### What the exercise asks
A single number is the whole answer: the tally of lines in the data below that include the word "list".

### Records provided
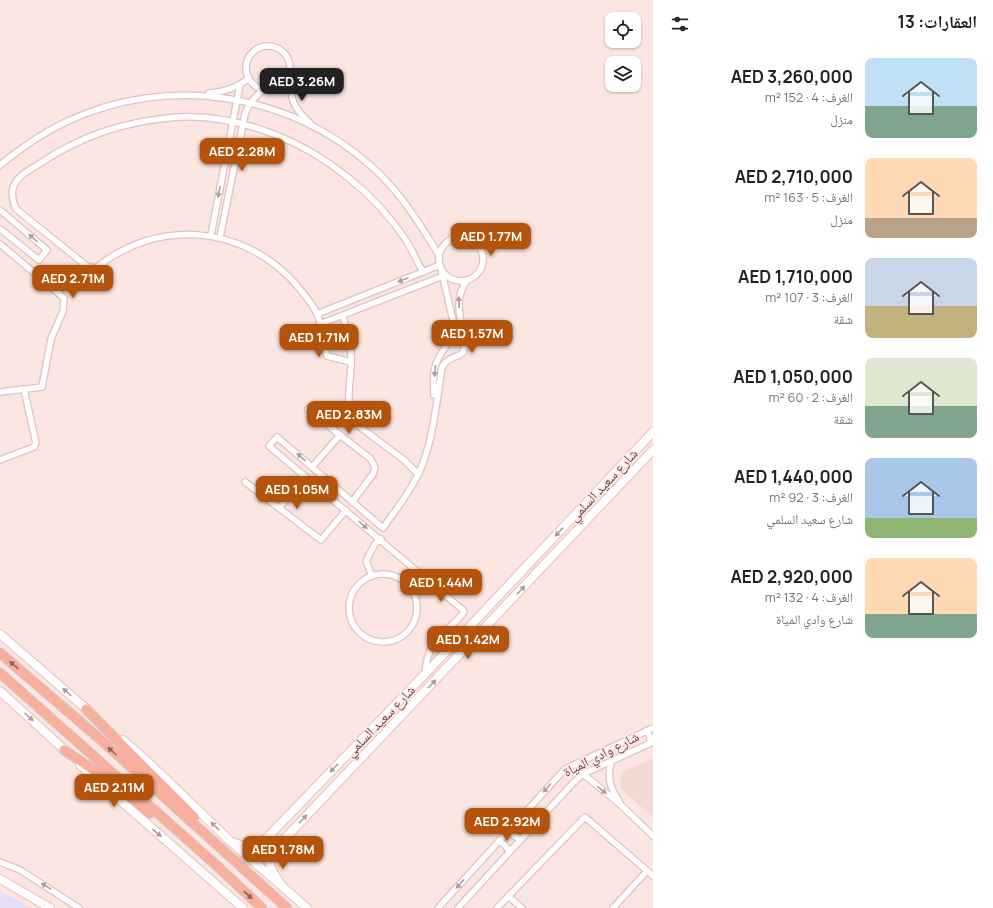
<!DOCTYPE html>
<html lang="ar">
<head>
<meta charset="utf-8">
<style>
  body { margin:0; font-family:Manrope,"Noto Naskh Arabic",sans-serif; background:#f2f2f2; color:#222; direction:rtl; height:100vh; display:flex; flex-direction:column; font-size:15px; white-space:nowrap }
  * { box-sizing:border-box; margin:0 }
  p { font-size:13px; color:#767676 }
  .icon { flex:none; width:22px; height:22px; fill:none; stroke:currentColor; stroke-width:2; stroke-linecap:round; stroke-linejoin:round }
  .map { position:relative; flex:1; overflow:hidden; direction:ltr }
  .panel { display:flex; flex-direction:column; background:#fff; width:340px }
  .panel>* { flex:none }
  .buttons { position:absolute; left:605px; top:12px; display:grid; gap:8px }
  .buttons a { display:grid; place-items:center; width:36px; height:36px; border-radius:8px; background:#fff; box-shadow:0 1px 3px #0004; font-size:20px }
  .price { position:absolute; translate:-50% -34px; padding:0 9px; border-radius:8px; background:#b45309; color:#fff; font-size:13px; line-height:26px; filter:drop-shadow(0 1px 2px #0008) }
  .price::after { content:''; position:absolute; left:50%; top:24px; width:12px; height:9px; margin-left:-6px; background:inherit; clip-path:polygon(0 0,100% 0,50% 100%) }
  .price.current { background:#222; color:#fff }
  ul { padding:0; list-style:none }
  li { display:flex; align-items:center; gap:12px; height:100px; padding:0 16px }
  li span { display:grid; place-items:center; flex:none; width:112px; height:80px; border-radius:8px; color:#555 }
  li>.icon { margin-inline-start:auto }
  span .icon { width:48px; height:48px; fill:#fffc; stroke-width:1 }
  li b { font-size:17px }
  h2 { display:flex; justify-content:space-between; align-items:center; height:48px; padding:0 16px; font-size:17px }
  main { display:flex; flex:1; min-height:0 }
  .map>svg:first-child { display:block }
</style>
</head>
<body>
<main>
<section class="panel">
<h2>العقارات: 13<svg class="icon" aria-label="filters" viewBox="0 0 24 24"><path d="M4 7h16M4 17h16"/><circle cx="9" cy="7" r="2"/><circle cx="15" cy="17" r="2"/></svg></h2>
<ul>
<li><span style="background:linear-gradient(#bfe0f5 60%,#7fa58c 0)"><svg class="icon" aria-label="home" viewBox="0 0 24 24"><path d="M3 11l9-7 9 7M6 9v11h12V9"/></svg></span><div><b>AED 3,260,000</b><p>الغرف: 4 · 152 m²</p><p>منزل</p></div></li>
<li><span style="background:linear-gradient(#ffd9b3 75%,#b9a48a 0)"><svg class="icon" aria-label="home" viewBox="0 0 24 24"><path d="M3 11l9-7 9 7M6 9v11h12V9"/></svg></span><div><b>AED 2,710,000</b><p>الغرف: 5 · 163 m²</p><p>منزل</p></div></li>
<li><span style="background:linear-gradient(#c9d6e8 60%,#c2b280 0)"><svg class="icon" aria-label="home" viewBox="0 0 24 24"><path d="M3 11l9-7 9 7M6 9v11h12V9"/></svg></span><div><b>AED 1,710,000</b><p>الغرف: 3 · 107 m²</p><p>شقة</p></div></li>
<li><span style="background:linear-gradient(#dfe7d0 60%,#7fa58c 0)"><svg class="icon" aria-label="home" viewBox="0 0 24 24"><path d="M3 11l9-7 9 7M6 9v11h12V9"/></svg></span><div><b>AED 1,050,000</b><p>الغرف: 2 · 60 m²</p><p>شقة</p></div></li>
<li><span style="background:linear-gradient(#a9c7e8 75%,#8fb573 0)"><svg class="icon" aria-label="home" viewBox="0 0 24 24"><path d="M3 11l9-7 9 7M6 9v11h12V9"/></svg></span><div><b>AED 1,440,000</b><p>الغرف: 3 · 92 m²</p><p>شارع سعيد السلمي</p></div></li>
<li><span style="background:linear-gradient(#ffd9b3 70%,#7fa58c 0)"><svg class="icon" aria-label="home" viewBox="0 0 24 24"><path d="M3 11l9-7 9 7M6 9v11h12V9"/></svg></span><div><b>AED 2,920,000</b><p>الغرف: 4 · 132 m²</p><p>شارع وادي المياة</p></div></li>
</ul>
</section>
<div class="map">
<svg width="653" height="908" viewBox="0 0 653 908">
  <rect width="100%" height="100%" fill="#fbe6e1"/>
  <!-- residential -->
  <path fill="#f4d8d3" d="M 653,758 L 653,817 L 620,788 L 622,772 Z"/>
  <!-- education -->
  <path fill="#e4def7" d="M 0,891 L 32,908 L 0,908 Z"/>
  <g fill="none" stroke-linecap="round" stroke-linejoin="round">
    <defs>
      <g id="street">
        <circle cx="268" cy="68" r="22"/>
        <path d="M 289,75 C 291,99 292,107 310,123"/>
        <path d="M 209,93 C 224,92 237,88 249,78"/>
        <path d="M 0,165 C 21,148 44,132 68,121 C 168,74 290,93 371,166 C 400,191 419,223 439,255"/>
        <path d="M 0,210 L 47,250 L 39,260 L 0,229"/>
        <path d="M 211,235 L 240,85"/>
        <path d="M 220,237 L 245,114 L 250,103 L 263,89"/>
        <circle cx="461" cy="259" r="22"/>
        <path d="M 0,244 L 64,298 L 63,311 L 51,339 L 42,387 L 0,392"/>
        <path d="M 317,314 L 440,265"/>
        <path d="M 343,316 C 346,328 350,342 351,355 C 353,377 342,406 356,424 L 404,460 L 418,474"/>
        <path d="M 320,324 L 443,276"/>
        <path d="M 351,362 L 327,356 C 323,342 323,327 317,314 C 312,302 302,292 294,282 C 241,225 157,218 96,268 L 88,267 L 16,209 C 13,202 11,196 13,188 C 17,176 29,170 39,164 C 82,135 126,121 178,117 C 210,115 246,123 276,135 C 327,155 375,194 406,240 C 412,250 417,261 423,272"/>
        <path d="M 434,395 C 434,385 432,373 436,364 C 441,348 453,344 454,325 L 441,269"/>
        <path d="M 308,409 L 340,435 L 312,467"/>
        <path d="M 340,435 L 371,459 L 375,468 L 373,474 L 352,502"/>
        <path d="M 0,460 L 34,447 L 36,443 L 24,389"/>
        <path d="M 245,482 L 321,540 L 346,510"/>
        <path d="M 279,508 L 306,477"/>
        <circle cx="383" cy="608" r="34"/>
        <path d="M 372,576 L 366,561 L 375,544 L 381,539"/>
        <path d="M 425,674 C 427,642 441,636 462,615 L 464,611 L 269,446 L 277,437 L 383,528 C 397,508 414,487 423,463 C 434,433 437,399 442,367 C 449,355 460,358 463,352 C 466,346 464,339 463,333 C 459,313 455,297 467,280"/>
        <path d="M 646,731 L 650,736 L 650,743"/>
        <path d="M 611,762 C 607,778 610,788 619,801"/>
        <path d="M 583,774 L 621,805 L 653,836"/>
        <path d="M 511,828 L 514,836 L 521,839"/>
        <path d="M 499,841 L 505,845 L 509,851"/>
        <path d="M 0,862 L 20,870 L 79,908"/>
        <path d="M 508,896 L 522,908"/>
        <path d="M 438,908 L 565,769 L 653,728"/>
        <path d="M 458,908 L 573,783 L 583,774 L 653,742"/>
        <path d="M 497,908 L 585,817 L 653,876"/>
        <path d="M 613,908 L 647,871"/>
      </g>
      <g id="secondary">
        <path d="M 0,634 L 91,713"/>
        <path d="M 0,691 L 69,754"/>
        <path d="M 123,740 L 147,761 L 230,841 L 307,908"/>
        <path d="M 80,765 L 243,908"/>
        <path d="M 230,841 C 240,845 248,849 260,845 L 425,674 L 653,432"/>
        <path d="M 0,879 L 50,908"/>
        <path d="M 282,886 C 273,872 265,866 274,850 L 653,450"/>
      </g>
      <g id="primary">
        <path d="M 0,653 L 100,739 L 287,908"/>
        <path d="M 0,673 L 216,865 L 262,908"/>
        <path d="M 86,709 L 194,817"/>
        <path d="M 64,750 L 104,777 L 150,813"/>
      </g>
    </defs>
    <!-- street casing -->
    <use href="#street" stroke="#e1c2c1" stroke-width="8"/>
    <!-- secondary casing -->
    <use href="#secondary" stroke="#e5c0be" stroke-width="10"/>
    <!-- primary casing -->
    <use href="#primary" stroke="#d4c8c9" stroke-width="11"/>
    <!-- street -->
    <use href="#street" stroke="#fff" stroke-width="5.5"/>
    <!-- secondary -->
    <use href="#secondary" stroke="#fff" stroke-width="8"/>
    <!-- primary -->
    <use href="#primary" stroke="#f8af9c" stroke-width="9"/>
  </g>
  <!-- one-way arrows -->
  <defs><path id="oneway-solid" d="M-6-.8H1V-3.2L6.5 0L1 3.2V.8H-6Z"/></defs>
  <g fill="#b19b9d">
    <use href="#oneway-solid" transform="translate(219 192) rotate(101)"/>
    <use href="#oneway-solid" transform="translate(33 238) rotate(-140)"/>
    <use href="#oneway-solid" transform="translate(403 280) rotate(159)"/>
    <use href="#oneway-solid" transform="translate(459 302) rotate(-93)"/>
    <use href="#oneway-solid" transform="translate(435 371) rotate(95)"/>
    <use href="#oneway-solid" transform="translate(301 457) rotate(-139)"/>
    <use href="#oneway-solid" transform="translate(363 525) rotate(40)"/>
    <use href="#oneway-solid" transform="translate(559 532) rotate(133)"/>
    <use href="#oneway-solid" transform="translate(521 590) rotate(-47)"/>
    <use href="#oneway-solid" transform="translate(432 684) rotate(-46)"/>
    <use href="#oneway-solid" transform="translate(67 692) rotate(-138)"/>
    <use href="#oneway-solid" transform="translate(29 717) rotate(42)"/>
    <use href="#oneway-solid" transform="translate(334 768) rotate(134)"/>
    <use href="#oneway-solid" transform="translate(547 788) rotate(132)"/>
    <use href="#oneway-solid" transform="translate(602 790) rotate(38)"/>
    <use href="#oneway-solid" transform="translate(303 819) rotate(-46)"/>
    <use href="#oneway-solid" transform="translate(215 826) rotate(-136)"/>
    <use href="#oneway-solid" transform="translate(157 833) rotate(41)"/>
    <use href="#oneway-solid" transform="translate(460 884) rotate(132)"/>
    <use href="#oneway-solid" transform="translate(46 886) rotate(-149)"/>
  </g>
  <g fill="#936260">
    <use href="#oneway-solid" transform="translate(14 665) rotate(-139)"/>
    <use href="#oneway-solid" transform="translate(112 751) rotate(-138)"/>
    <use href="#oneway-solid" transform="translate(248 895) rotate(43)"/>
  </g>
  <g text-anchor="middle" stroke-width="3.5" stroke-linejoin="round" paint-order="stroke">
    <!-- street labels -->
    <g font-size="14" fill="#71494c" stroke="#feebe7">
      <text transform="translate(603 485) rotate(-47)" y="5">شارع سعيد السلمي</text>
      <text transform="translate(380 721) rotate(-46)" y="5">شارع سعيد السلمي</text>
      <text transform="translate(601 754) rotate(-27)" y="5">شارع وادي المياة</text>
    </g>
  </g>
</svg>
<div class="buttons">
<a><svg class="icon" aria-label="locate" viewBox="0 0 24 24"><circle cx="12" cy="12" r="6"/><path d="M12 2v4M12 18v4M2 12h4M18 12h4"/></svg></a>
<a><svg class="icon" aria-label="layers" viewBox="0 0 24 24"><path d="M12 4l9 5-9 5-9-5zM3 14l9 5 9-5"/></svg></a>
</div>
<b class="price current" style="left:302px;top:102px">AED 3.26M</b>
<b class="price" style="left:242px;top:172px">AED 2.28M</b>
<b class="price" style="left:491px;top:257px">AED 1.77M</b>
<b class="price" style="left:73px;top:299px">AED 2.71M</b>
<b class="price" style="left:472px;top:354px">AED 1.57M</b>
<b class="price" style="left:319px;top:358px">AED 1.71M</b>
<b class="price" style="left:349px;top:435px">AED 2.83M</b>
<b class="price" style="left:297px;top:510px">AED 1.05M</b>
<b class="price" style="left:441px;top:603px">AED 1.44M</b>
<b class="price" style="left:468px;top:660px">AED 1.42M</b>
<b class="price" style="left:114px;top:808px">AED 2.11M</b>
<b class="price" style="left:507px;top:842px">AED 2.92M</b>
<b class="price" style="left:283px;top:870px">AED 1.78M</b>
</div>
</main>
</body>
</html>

--

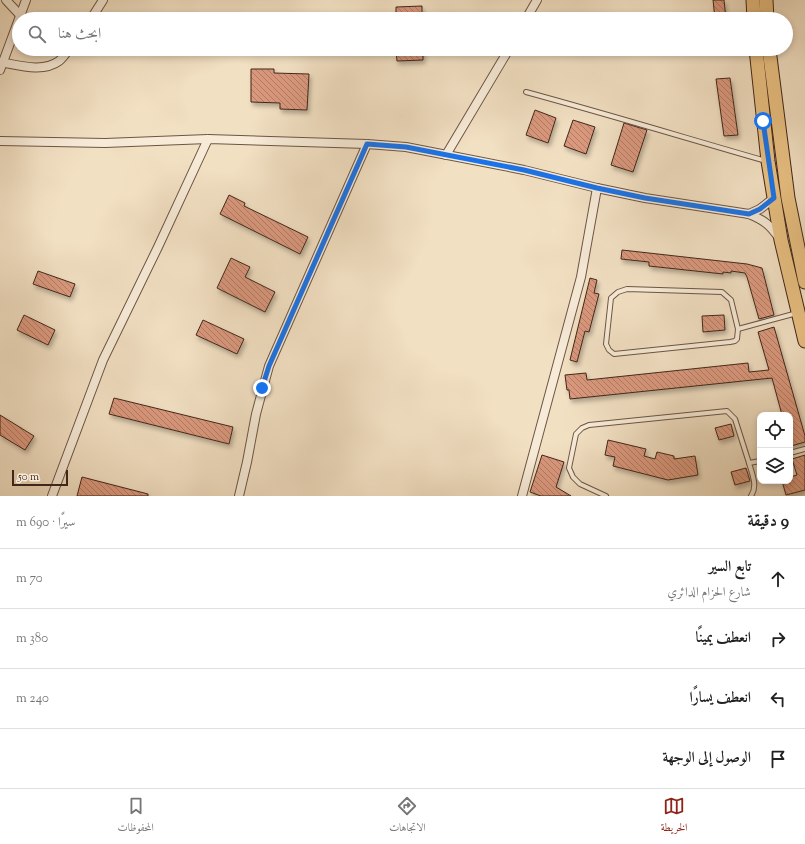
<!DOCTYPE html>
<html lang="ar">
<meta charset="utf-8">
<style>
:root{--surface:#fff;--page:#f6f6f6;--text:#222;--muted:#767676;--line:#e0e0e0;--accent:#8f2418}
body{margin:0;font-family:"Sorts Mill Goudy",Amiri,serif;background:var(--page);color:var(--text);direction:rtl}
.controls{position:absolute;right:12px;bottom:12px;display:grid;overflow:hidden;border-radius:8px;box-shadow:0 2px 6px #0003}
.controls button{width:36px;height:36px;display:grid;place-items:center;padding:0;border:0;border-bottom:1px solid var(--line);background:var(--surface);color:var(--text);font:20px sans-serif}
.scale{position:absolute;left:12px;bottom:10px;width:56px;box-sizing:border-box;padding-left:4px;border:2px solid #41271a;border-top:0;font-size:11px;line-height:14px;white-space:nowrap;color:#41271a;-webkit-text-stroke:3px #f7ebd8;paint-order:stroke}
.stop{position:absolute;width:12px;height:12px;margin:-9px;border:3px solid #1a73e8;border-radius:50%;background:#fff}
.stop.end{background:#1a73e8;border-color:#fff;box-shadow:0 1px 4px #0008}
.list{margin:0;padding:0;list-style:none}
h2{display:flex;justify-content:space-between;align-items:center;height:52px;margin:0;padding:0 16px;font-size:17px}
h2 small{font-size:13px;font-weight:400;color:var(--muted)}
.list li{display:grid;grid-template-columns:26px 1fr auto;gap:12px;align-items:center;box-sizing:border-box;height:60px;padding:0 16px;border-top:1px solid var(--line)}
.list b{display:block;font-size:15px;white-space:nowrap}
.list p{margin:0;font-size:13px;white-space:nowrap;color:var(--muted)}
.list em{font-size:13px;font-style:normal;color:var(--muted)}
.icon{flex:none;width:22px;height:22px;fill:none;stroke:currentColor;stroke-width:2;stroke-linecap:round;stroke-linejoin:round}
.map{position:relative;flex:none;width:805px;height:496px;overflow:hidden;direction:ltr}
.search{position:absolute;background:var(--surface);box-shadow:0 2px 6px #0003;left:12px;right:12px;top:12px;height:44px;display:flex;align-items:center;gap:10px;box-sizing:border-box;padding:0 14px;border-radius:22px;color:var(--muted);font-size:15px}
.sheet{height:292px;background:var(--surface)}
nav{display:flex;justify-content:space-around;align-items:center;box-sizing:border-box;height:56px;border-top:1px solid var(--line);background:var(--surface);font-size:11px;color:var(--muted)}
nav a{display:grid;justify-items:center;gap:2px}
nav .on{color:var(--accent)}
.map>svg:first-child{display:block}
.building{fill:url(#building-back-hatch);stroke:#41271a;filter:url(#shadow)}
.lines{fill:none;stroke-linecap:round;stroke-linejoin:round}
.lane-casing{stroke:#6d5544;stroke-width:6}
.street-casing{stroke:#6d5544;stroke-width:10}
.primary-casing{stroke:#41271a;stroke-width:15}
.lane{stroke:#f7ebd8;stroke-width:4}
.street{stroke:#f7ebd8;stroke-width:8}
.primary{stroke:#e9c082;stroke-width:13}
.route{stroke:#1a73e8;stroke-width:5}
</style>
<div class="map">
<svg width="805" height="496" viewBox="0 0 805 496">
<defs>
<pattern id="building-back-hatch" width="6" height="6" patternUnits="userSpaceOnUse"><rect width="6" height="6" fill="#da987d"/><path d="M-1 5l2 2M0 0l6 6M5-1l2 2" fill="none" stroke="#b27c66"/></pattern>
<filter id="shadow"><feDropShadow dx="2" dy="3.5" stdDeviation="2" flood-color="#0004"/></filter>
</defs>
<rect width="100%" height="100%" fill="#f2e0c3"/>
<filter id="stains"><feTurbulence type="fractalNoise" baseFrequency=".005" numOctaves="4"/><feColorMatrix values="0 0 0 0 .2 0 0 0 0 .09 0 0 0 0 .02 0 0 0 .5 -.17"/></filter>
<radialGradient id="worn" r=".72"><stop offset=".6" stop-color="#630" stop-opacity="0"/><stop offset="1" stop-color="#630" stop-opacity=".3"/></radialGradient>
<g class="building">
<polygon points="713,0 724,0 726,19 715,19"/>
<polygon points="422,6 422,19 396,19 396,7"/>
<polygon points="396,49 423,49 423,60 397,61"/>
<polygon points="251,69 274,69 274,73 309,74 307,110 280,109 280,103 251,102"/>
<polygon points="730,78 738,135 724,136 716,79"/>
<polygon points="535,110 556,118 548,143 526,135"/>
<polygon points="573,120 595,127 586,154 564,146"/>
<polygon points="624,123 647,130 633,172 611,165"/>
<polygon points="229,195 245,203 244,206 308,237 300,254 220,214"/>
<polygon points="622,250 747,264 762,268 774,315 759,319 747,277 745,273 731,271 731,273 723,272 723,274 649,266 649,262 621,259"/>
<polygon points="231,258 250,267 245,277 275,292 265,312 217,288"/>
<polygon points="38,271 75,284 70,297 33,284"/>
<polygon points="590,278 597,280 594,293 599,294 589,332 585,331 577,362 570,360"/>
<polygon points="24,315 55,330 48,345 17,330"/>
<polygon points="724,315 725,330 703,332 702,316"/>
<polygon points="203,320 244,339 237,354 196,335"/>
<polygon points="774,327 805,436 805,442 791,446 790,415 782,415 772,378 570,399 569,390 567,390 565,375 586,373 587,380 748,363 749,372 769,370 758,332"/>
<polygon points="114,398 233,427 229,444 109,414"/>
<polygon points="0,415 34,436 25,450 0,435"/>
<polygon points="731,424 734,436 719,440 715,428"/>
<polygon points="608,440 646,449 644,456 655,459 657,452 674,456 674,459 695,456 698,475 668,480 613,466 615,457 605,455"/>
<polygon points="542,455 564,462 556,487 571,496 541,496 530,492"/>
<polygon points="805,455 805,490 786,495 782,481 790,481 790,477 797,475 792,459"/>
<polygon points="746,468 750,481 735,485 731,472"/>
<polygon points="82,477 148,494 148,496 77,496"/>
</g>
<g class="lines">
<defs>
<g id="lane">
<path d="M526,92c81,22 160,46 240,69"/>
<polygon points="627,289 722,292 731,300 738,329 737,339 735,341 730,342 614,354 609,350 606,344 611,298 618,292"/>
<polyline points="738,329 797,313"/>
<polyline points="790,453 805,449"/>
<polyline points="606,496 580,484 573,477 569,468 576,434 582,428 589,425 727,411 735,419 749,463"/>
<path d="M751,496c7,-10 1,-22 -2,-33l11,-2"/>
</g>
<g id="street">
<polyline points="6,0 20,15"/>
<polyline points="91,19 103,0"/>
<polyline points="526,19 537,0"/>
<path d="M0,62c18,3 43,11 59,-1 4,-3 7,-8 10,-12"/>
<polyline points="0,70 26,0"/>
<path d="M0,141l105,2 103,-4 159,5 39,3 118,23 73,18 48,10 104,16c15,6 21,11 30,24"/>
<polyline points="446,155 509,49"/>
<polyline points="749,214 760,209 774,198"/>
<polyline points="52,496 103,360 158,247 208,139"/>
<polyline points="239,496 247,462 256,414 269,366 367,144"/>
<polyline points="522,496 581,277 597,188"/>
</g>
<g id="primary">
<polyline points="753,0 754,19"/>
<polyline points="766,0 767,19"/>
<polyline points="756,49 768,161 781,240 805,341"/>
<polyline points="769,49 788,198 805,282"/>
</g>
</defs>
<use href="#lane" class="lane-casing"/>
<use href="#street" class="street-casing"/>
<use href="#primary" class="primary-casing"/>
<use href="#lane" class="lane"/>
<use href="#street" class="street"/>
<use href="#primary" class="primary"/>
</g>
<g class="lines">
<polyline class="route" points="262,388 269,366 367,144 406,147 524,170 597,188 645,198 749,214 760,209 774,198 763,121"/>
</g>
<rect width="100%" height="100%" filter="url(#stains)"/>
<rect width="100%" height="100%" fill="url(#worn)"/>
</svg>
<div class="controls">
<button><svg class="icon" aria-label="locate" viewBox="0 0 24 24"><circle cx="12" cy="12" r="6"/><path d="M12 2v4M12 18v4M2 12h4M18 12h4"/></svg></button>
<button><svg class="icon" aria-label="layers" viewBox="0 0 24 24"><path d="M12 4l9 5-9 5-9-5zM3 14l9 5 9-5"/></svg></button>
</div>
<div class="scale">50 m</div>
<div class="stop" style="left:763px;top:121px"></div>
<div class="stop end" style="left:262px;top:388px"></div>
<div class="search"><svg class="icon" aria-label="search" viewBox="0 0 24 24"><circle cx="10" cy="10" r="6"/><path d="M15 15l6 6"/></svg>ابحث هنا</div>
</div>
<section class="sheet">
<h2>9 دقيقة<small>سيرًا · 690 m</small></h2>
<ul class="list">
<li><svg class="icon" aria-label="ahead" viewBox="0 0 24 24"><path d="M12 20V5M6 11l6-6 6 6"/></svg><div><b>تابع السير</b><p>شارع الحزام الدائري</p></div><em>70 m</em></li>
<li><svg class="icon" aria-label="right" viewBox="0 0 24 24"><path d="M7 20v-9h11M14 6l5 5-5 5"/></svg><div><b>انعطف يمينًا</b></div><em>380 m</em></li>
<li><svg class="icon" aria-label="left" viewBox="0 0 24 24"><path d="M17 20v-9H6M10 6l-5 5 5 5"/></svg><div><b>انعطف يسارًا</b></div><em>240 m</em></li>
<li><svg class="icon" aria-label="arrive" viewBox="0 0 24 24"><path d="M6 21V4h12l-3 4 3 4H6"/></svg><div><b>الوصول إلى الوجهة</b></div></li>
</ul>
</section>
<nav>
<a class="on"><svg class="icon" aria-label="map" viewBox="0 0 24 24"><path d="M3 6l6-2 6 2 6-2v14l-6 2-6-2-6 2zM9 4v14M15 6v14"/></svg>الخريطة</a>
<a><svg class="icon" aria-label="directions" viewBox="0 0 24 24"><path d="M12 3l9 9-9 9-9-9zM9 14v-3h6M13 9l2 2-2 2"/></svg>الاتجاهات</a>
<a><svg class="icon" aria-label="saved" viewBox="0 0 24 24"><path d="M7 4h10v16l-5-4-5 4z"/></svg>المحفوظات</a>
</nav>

### Output for this task
7